In a press release, Treasury Secretary Steven Mnuchin explained the purpose of this tax relief:

“This deferment allows those who owe a payment to the IRS to defer the payment until July 15 without interest or penalties. Treasury and IRS are ensuring that hard-working Americans and businesses have additional liquidity for the next several months.” 

On Friday, March 20, 2020, Mnuchin announced via Twitter that all taxpayers and businesses will also have this same 90-day extension for filing their tax returns. On Saturday, March 21, 2020, the IRS confirmed this on its website, stating that Tax Day 2020, the deadline to file your 2019 tax returns, is now July 15, 2020, as well.

Who Can Postpone Paying Income Taxes? 

You can postpone paying any taxes you owe on your federal income tax return (Form 1040 and Form 1040-SR for seniors) up to $1 million, including your small business and self-employment taxes you paid through personal tax returns.
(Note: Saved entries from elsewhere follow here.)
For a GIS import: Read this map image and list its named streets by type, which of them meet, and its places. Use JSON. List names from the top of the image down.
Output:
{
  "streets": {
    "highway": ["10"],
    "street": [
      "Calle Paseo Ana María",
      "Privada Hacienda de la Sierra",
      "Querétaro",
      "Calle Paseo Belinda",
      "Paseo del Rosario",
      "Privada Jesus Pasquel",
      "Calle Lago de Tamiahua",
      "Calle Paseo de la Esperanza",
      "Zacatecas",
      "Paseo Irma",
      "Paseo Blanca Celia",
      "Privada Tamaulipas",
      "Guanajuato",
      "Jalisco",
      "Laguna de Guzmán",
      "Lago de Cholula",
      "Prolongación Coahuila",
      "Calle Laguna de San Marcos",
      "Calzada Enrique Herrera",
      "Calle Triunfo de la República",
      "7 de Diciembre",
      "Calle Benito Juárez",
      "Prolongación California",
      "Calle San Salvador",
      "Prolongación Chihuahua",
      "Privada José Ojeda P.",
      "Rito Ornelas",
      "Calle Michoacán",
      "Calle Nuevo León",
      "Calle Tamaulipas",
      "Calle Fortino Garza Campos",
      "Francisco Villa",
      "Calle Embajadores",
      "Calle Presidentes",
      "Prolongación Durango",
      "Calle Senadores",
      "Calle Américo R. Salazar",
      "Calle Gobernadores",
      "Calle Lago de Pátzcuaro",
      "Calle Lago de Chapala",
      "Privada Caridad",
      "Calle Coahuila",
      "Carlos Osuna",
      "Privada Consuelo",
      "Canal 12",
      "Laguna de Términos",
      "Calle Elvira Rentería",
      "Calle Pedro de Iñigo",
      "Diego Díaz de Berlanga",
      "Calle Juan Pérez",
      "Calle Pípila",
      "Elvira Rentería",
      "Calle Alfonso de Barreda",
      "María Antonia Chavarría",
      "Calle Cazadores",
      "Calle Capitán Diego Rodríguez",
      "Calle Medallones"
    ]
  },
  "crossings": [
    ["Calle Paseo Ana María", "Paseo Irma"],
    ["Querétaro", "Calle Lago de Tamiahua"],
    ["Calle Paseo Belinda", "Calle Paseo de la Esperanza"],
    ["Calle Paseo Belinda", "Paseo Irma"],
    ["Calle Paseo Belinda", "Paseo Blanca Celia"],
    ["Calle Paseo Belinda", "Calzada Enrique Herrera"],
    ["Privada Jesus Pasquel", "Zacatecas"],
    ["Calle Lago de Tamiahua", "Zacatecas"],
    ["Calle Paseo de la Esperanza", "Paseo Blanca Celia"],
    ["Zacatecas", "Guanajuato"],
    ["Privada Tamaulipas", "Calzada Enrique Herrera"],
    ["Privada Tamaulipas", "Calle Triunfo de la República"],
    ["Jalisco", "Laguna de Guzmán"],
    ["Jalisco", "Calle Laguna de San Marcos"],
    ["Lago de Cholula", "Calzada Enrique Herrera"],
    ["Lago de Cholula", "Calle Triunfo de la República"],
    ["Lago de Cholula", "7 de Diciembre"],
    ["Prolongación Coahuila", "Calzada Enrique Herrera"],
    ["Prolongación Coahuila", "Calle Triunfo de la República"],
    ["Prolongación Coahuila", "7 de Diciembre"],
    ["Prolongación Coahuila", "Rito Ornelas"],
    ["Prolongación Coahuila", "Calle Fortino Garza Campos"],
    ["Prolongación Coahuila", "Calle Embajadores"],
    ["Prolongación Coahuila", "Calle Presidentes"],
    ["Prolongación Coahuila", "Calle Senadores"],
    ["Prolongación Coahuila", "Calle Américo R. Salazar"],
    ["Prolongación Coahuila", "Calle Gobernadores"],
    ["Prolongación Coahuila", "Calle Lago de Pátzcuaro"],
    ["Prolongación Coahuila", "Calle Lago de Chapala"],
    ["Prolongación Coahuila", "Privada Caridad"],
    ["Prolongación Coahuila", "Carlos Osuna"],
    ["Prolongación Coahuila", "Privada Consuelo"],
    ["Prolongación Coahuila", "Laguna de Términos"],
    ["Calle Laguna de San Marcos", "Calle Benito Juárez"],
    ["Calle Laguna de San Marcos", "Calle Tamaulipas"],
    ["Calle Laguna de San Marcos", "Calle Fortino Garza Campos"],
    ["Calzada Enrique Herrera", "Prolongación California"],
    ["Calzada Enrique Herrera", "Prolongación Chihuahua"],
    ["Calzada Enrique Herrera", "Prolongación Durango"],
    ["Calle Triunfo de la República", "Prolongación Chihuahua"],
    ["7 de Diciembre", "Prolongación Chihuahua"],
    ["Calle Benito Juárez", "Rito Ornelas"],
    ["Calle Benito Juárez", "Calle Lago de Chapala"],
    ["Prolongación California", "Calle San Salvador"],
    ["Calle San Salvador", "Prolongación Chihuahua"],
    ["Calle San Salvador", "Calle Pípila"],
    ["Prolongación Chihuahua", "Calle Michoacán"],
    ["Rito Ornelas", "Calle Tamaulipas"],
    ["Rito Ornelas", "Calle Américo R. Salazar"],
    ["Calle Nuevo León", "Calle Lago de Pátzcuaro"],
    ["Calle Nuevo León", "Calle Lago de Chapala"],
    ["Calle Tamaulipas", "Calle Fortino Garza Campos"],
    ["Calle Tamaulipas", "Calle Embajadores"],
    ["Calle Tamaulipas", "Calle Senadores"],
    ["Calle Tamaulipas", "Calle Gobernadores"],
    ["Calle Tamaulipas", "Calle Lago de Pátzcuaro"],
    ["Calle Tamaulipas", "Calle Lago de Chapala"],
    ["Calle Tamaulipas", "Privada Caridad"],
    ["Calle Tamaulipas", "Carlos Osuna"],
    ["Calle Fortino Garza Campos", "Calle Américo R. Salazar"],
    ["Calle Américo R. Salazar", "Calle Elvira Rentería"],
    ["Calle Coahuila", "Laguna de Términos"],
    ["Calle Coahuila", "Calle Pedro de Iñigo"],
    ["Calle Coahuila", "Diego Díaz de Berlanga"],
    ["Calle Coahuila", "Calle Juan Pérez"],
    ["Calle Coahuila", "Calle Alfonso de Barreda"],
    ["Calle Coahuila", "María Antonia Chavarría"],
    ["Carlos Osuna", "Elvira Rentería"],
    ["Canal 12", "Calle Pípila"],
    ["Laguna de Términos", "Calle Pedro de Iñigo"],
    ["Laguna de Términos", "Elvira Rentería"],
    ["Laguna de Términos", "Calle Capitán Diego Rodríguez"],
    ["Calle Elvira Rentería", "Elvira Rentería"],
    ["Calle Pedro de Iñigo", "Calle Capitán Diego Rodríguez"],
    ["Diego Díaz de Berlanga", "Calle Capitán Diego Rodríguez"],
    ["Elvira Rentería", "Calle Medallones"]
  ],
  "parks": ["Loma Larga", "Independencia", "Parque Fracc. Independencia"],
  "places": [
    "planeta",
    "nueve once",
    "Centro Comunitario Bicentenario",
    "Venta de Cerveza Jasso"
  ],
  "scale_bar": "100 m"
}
Additionally, you can postpone paying your first-quarter estimated taxes, normally due April 15, to July 15, 2020.

The total amount you can postpone (up to $1 million) is the same for individuals and those filing a joint return. 

Anyone with a federal income tax payment due April 15, 2020, is considered affected by the COVID-19 virus crisis for purposes of this tax relief. You don’t need to file additional forms or call the IRS to qualify for this relief. 
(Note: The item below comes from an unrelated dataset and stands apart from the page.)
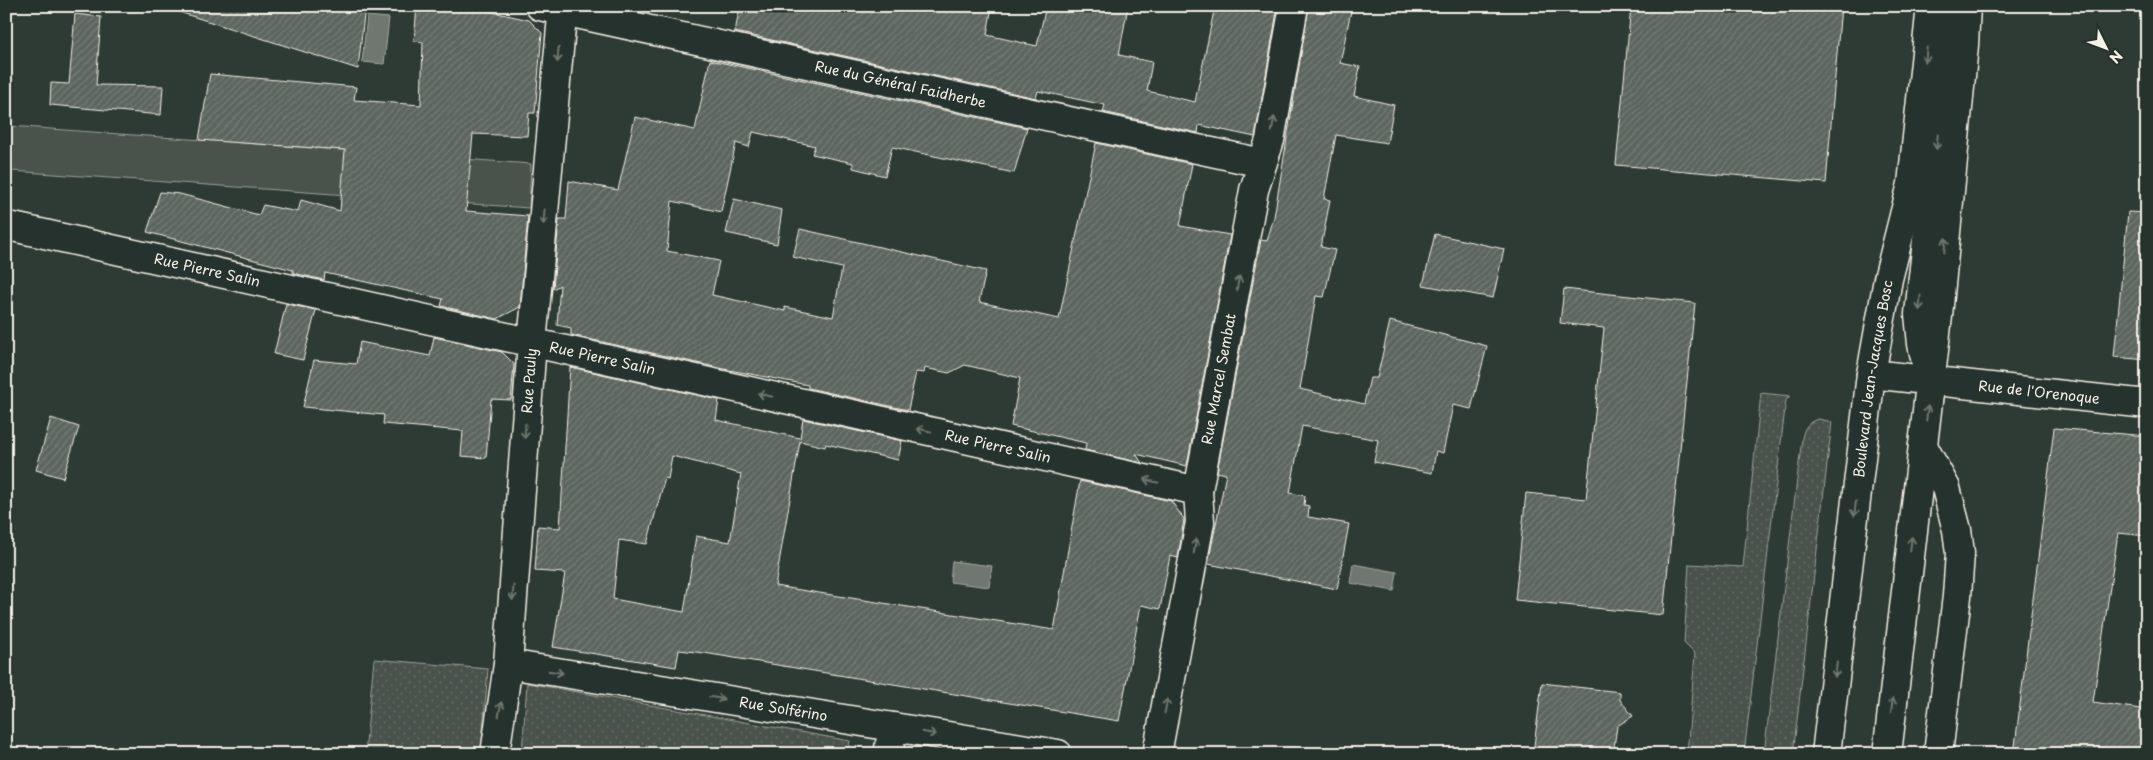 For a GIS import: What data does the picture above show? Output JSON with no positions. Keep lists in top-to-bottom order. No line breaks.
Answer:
{"streets":{"street":["Rue du Général Faidherbe","Rue Pierre Salin","Rue Marcel Sembat","Boulevard Jean-Jacques Bosc","Rue Pauly","Rue de l'Orenoque","Rue Solférino"]},"crossings":[["Rue du Général Faidherbe","Rue Marcel Sembat"],["Rue du Général Faidherbe","Rue Pauly"],["Rue Pierre Salin","Rue Marcel Sembat"],["Rue Pierre Salin","Rue Pauly"],["Boulevard Jean-Jacques Bosc","Rue de l'Orenoque"],["Rue Pauly","Rue Solférino"]],"one_way":["Rue Pierre Salin","Rue Marcel Sembat","Rue Solférino"],"north":"bottom right"}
Do I Still Have to File My Return by April 15?

On Saturday, March 21, 2020, the IRS confirmed the filing extension announced by Mnuchin on Friday, March 20, 2020. All taxpayers now have until July 15, 2020, to file their tax returns and make any federal tax payments that are due. You do not need to file any additional forms or an extension to delay filing your return or paying your tax payments.

If individuals or businesses need more time, they can file for an extension. To request an extension, businesses must file Form 7004, and individuals must file Form 4868.

Here's how you can file an extension electronically without making a payment for your 2019 taxes:

How Will This New Due Date Affect Small Business Owners? 

Many small business owners pay their business taxes through their personal tax returns (Form 1040 or 1040-SR), which are normally due April 15. Small businesses included in this tax relief measure are sole proprietors and one-owner businesses that file Schedule C, partners in partnerships, LLC members, and S-corporation shareholders filing Schedule K-1 for their share of business earnings.

How Will This Affect Corporations? 

Corporations (those who don’t file a consolidated return) may also delay their federal income tax payments of up to $10 million to July 15, 2020. Corporate income taxes are due on different dates, depending on their fiscal (financial) year end. Corporations with a December 31 year end, normally have their corporate taxes due on April 15. That deadline will now be July 15, 2020.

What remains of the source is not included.